### Exercise requirements
Go through the records and transcribe them exactly, passing over any picture.

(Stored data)
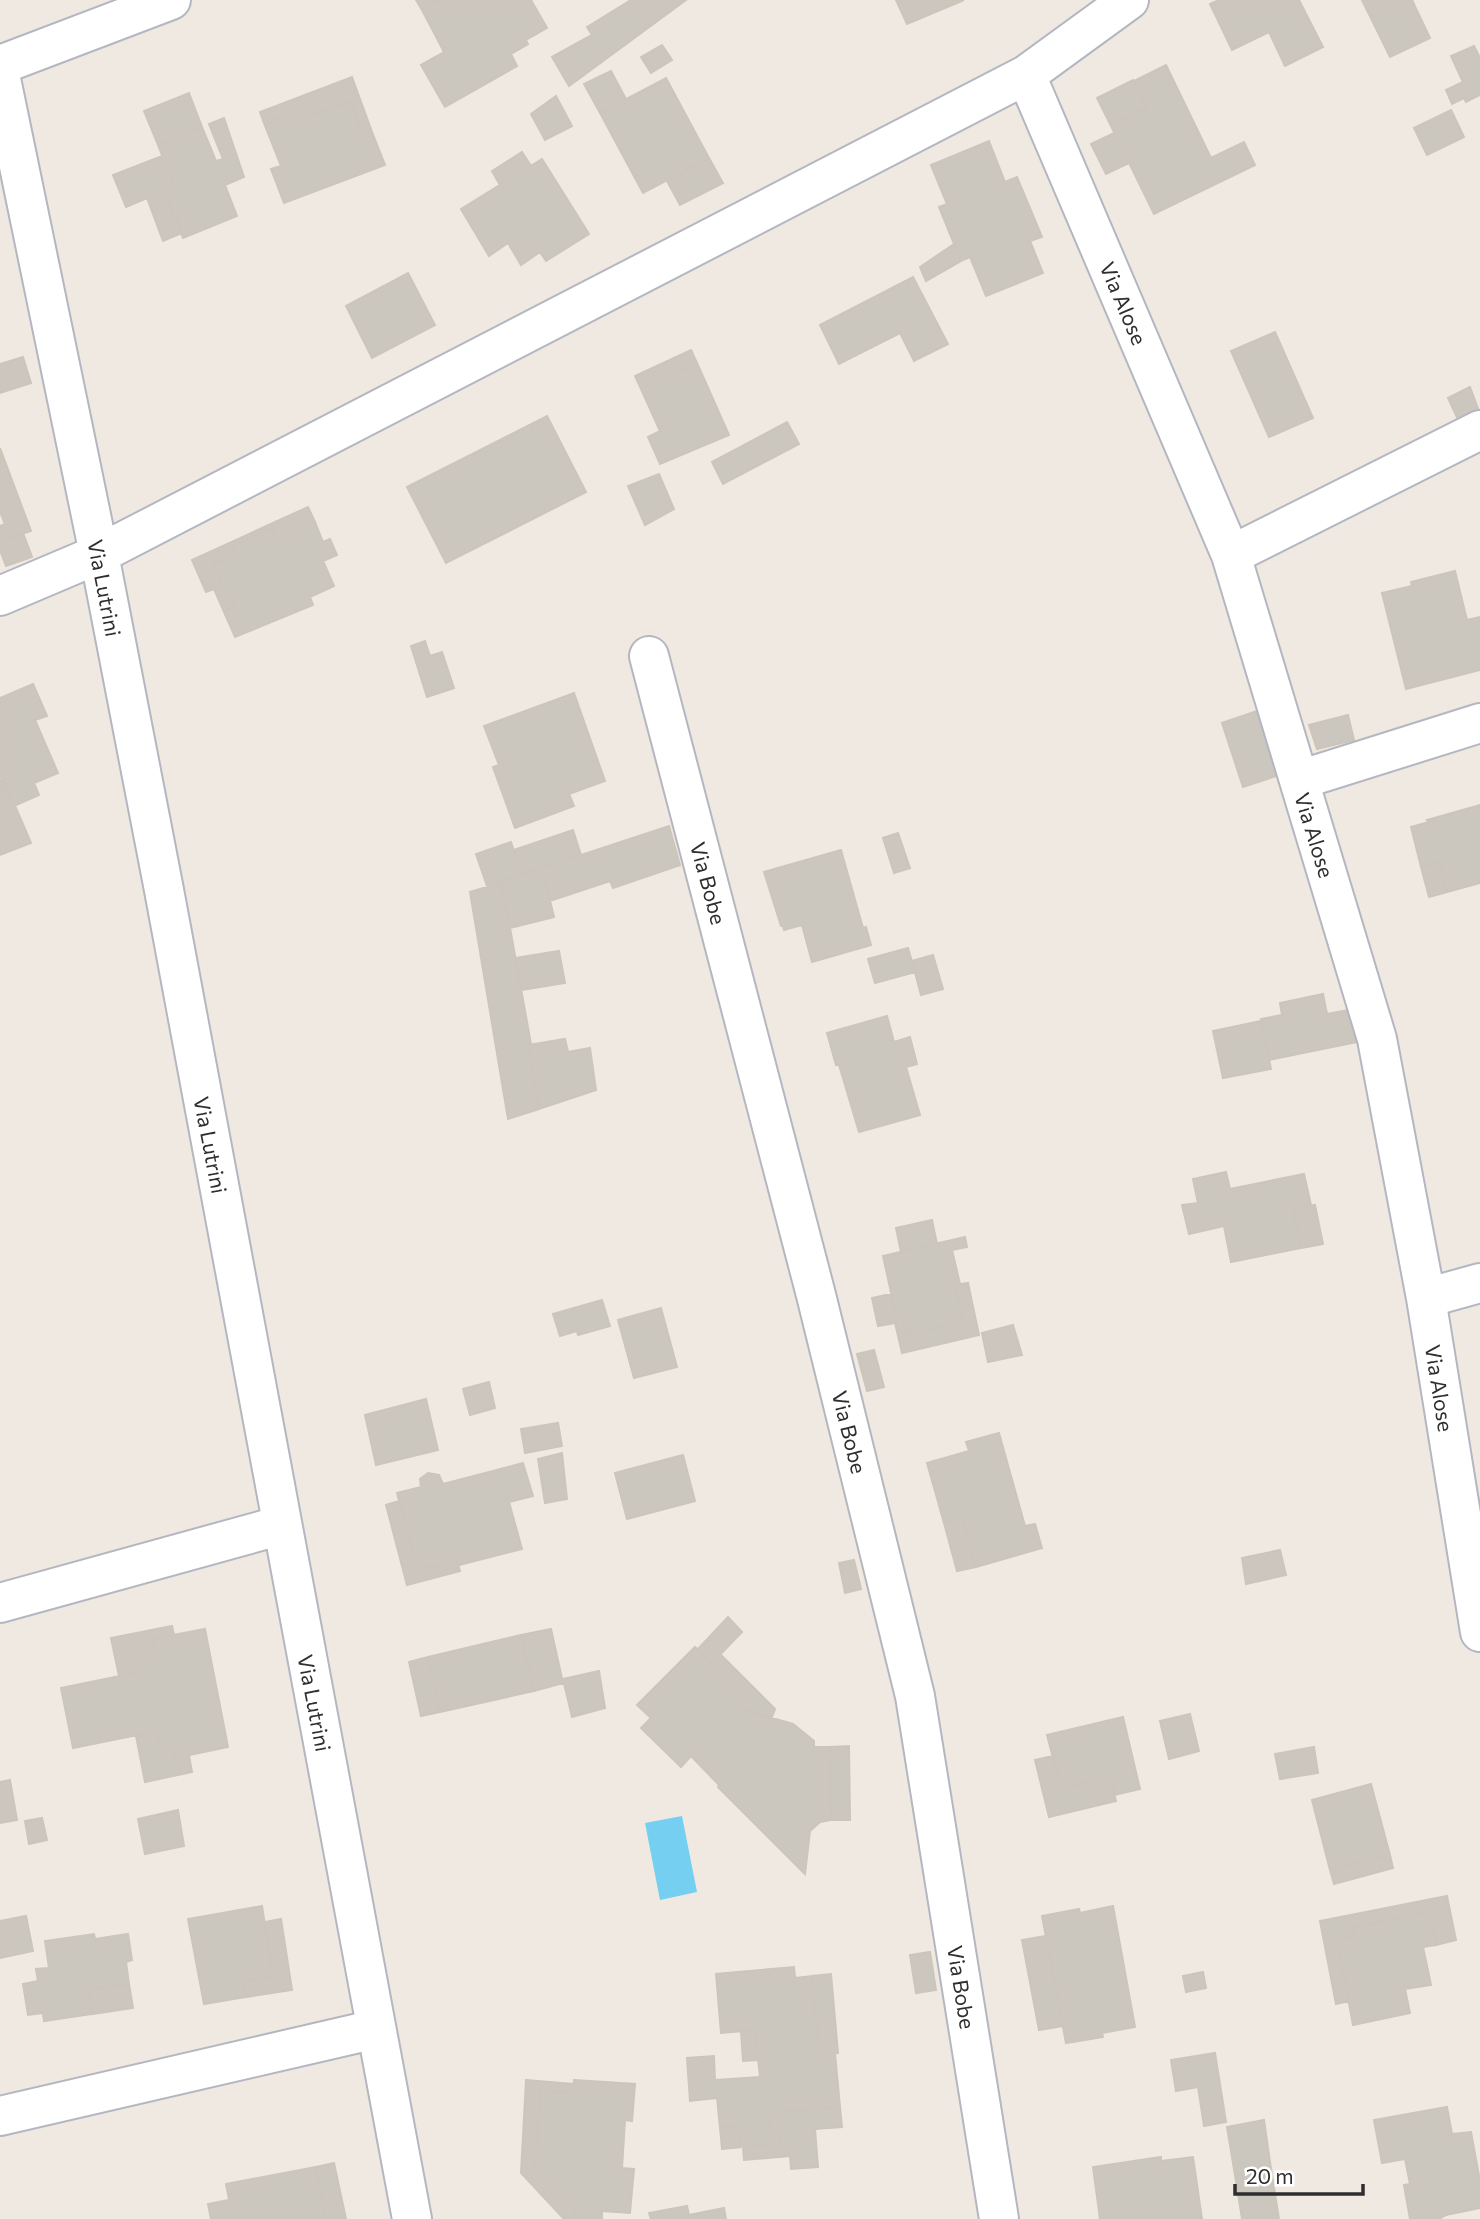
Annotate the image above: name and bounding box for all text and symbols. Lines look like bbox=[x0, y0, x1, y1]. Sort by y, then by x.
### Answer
street label: Via Alose bbox=[1095, 258, 1153, 348]
street label: Via Lutrini bbox=[83, 537, 127, 639]
street label: Via Alose bbox=[1290, 789, 1340, 881]
street label: Via Bobe bbox=[686, 839, 732, 927]
street label: Via Lutrini bbox=[189, 1094, 233, 1196]
street label: Via Alose bbox=[1421, 1343, 1459, 1433]
street label: Via Bobe bbox=[828, 1388, 872, 1476]
street label: Via Lutrini bbox=[293, 1652, 337, 1754]
street label: Via Bobe bbox=[943, 1943, 981, 2031]
scale bar bbox=[1235, 2152, 1363, 2196]
text: 20 m bbox=[1246, 2163, 1294, 2188]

### Output for this task
Annotate the image above: name and bounding box for all text and symbols. Lines look like bbox=[x0, y0, x1, y1]. Sort by y, then by x.
### Answer
street label: Via Alose bbox=[1095, 258, 1153, 348]
street label: Via Lutrini bbox=[83, 537, 127, 639]
street label: Via Alose bbox=[1290, 789, 1340, 881]
street label: Via Bobe bbox=[686, 839, 732, 927]
street label: Via Lutrini bbox=[189, 1094, 233, 1196]
street label: Via Alose bbox=[1421, 1343, 1459, 1433]
street label: Via Bobe bbox=[828, 1388, 872, 1476]
street label: Via Lutrini bbox=[293, 1652, 337, 1754]
street label: Via Bobe bbox=[943, 1943, 981, 2031]
scale bar bbox=[1235, 2152, 1363, 2196]
text: 20 m bbox=[1246, 2163, 1294, 2188]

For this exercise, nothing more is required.